Charged Grain Boundaries in Ionic Ceramics
Speaker
Prof. R. E. García
Institute
Purdue University, USA
Time & Place
Mon, 11 Jun 2018 16:00:00 NZST in 120, College of Engineering Meeting Room, Engineering CORE
Abstract
Experimental studies aimed to understand the bottlenecks that control the properties in ionic ceramics for energy applications indicate that grain boundaries impact (positively or negatively) the macroscopic charge conductivity for applications such as solid oxide fuel cells, rechargeable lithium-ion batteries, and super capacitors. Scientific arguments to explain the ambiguous behavior in grain boundaries span a wide range of explanations that include the description of phenomena such as interfacial structural disorder, electrostatic phenomena, segregation of impurities and dopants, and even the appearance of glassy pockets.

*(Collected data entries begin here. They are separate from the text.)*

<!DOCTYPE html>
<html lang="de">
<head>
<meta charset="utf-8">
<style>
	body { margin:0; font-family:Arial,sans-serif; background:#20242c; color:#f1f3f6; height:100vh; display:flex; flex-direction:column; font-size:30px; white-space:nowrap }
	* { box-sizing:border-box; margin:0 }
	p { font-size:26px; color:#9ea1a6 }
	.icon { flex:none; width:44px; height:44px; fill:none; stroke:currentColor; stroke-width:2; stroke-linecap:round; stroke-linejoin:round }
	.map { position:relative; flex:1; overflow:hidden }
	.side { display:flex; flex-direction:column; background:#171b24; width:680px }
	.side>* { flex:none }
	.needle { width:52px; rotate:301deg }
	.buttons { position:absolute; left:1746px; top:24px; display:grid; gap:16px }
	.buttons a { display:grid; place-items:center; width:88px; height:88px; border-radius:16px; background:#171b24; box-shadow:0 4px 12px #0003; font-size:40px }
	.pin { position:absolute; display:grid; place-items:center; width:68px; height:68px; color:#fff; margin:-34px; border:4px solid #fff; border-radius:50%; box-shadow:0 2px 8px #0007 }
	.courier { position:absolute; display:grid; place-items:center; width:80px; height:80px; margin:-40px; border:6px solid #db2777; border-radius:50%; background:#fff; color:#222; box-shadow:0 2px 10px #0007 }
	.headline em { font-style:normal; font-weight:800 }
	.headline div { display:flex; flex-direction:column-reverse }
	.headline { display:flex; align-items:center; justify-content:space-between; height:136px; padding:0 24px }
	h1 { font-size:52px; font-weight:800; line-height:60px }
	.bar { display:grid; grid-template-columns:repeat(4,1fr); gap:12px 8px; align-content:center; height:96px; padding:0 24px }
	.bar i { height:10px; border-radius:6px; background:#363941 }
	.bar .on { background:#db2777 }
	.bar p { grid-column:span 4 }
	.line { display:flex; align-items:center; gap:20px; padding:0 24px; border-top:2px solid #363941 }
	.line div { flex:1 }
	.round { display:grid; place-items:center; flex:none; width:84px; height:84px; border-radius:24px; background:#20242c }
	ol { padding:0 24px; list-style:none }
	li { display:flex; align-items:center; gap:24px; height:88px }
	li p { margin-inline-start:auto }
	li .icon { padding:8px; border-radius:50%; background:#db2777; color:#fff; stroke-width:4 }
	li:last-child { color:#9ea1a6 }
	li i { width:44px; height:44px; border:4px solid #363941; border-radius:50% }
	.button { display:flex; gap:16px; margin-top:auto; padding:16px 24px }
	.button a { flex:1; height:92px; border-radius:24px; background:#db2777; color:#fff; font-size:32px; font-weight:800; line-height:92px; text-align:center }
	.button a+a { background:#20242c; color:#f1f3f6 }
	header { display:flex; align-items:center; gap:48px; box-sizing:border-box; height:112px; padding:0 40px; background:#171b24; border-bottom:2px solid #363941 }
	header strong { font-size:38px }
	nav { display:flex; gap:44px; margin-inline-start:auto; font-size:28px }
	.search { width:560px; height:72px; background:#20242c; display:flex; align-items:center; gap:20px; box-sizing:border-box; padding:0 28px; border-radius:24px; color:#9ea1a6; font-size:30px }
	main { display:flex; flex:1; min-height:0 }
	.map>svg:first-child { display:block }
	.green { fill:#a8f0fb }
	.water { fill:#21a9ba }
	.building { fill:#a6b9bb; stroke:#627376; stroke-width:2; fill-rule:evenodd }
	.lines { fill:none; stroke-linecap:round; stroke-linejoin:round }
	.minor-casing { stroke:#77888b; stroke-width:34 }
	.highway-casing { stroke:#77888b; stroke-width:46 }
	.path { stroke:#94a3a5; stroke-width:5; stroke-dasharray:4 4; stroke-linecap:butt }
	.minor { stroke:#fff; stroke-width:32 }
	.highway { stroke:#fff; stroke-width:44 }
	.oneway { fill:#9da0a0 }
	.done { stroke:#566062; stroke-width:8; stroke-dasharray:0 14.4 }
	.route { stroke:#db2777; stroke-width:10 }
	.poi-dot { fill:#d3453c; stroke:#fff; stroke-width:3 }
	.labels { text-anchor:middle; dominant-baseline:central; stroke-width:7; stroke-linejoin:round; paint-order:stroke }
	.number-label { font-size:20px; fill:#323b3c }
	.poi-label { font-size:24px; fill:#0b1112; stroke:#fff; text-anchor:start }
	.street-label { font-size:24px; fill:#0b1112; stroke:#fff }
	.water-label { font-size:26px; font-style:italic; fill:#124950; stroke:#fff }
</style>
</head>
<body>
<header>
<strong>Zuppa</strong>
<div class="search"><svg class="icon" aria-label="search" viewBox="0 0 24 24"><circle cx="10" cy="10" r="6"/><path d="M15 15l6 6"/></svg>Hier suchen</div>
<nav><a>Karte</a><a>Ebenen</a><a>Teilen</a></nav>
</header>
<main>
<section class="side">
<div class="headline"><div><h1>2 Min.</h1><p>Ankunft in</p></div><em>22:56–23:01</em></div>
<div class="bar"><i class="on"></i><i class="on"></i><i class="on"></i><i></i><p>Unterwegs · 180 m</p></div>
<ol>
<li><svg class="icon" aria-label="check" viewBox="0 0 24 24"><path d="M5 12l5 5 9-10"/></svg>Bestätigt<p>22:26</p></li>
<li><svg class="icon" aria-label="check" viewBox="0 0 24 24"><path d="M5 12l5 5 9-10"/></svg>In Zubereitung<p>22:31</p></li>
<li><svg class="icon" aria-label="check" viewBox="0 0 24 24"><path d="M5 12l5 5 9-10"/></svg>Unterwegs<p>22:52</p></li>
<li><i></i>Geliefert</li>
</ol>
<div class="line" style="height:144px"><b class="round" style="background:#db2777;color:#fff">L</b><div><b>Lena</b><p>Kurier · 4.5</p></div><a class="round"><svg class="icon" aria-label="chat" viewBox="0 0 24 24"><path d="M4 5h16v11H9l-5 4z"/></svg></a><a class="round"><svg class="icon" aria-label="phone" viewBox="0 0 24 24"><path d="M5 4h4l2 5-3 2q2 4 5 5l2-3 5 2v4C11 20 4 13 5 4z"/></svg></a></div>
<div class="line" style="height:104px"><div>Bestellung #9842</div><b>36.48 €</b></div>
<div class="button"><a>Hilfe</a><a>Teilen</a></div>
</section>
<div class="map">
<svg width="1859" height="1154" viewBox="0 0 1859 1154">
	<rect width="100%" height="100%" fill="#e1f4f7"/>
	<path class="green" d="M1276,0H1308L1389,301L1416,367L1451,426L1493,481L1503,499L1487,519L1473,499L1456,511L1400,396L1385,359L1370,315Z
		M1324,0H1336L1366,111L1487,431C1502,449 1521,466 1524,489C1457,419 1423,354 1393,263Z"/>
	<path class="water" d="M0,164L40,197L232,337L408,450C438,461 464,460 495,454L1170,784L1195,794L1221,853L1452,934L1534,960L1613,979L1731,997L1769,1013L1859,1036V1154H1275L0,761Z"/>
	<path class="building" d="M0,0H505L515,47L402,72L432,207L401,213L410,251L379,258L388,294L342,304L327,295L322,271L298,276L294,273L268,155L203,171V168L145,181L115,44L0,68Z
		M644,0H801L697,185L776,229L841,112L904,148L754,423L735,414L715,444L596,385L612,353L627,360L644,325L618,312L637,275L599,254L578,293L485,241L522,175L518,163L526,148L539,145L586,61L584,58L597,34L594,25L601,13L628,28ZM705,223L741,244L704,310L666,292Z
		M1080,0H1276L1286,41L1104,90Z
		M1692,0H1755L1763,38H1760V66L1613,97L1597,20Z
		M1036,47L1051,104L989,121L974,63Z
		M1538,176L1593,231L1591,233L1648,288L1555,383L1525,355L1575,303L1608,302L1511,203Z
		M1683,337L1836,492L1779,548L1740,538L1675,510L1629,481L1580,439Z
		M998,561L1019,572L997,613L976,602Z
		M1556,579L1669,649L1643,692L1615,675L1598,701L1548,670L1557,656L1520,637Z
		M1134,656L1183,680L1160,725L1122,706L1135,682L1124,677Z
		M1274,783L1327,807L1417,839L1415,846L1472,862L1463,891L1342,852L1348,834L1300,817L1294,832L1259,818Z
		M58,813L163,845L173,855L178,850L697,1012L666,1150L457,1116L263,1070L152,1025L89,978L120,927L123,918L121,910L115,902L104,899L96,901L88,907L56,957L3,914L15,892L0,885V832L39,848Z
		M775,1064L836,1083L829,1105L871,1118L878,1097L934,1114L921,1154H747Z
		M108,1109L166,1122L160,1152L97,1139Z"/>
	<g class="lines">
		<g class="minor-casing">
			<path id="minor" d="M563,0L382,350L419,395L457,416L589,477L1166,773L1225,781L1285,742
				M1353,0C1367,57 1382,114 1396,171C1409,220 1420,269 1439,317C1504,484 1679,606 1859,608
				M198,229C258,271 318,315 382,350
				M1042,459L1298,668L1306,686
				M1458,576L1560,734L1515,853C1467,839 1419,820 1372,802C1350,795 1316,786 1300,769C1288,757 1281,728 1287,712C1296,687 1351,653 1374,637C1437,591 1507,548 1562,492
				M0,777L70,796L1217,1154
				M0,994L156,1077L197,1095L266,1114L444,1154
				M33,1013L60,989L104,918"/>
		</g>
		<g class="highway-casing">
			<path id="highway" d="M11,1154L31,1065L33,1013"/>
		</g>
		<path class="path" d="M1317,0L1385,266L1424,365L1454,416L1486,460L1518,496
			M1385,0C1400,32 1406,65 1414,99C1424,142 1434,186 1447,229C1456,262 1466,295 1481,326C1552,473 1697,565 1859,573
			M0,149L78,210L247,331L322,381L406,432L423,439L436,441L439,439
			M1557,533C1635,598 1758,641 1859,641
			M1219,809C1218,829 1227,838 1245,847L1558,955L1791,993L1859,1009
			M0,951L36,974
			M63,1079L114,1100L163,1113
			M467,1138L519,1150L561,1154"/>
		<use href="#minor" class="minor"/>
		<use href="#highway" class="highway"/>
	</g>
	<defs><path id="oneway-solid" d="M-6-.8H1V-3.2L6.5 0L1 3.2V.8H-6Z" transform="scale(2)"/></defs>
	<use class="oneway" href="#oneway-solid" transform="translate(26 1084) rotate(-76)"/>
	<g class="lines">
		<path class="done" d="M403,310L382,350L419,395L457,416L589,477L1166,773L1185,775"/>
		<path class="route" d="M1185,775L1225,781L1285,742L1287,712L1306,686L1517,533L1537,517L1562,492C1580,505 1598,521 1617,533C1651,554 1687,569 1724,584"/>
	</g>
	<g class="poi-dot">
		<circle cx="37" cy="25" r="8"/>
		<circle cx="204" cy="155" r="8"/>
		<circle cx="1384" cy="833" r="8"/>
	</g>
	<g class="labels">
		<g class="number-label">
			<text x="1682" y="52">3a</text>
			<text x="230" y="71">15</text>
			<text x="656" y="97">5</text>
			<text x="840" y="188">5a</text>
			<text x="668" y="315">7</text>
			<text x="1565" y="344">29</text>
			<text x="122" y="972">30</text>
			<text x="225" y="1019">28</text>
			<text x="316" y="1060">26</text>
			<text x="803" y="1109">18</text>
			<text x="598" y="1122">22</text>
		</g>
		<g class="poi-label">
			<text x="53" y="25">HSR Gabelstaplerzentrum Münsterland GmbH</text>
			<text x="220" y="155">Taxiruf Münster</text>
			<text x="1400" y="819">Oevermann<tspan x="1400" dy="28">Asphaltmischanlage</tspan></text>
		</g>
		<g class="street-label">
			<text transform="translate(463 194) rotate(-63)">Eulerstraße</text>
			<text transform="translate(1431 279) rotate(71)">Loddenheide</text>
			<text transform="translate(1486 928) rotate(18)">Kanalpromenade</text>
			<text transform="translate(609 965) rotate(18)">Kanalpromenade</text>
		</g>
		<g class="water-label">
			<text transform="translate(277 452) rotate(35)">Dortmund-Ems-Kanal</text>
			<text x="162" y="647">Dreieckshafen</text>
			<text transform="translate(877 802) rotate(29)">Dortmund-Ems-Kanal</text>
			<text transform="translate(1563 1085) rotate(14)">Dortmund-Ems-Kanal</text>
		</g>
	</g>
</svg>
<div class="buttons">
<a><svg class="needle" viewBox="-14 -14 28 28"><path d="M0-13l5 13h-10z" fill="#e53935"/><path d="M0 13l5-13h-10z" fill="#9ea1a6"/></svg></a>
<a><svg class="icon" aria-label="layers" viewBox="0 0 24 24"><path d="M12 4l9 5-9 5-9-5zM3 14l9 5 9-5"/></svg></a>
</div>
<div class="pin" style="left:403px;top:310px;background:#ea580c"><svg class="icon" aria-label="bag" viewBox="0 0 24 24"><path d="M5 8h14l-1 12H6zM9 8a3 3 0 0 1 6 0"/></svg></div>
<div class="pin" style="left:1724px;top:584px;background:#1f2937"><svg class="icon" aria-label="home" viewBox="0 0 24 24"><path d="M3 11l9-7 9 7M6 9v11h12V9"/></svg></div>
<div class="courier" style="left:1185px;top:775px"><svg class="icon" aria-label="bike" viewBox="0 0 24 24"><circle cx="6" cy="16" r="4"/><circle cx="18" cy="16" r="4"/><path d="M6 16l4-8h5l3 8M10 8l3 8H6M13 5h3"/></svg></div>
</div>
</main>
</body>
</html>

A thermodynamically consistent variational theory is proposed to naturally include the effects of non-diluted segregation, dipolar and self-induced electric field effects, as well as long range, chemically induced (chemo-mechanical) elastic energy density contributions to the total free energy of the system. The developed model provides a rational basis to understand the stability of charge point defect distributions away from the interface and its effect on the charge transport properties of the corresponding polycrystalline chemistries. The theory is demonstrated on GDC, YSZ, and STO and validated against experimentally measured properties.